● What to work on:
When you spot the word "them" in a line of the data below, copy that line.
*** Information provided Section Begins ***
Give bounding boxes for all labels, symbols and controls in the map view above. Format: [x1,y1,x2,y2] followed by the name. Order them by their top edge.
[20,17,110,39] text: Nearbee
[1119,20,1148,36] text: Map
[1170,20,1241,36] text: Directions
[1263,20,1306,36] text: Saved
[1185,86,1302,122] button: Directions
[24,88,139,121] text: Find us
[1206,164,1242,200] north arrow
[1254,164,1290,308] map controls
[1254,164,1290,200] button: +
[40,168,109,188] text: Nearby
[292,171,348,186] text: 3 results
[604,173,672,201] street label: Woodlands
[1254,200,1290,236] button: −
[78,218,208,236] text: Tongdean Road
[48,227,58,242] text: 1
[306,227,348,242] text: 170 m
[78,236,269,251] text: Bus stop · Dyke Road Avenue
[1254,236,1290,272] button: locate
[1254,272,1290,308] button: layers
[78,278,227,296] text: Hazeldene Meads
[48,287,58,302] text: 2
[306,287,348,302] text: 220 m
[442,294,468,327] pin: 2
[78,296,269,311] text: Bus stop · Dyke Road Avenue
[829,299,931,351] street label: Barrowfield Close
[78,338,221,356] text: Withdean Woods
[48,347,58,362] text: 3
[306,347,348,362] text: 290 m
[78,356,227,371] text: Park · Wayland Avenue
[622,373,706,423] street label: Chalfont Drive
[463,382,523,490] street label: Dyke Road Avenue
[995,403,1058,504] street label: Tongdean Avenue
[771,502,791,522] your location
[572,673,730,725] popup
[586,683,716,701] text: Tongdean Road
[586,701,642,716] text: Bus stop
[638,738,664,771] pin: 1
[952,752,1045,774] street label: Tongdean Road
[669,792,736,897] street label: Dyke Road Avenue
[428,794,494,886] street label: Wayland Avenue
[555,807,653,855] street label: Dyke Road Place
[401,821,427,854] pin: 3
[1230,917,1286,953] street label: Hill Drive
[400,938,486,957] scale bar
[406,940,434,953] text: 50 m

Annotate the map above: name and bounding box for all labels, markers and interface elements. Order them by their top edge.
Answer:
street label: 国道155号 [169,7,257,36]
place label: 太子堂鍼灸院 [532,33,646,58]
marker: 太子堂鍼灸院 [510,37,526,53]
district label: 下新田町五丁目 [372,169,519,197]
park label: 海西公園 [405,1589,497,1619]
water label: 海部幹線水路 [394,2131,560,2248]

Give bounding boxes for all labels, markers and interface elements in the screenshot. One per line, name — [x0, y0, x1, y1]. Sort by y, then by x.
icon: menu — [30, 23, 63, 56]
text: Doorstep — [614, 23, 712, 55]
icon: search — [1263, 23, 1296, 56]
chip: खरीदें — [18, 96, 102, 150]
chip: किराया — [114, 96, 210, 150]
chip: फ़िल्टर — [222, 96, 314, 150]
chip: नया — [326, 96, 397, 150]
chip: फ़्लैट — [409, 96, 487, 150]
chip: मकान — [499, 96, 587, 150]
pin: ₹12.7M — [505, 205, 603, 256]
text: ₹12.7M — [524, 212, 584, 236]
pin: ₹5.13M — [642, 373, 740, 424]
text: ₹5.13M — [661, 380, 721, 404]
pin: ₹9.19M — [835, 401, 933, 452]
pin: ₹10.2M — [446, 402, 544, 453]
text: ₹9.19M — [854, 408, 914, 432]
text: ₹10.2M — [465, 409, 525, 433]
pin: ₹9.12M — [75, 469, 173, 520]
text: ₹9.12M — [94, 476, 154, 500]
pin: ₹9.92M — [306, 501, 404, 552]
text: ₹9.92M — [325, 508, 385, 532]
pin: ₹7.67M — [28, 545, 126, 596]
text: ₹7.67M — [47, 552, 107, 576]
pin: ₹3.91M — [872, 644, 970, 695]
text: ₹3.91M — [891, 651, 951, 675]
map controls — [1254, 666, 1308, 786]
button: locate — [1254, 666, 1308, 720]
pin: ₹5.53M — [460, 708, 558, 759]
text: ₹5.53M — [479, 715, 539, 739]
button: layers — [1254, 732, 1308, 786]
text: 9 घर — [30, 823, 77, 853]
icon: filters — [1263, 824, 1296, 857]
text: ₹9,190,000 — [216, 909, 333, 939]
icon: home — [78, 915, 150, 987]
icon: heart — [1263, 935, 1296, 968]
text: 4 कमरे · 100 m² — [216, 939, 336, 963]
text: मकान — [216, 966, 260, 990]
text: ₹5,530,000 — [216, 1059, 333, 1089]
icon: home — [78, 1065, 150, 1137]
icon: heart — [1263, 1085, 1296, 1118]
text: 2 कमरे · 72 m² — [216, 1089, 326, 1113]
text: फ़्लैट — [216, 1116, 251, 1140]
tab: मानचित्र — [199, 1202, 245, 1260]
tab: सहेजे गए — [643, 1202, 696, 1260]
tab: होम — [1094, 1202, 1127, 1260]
*** Information provided Section Ends ***
● Exercise response:
Give bounding boxes for all labels, symbols and controls in the map view above. Format: [x1,y1,x2,y2] followed by the name. Order them by their top edge.
Annotate the map above: name and bounding box for all labels, markers and interface elements. Order them by their top edge.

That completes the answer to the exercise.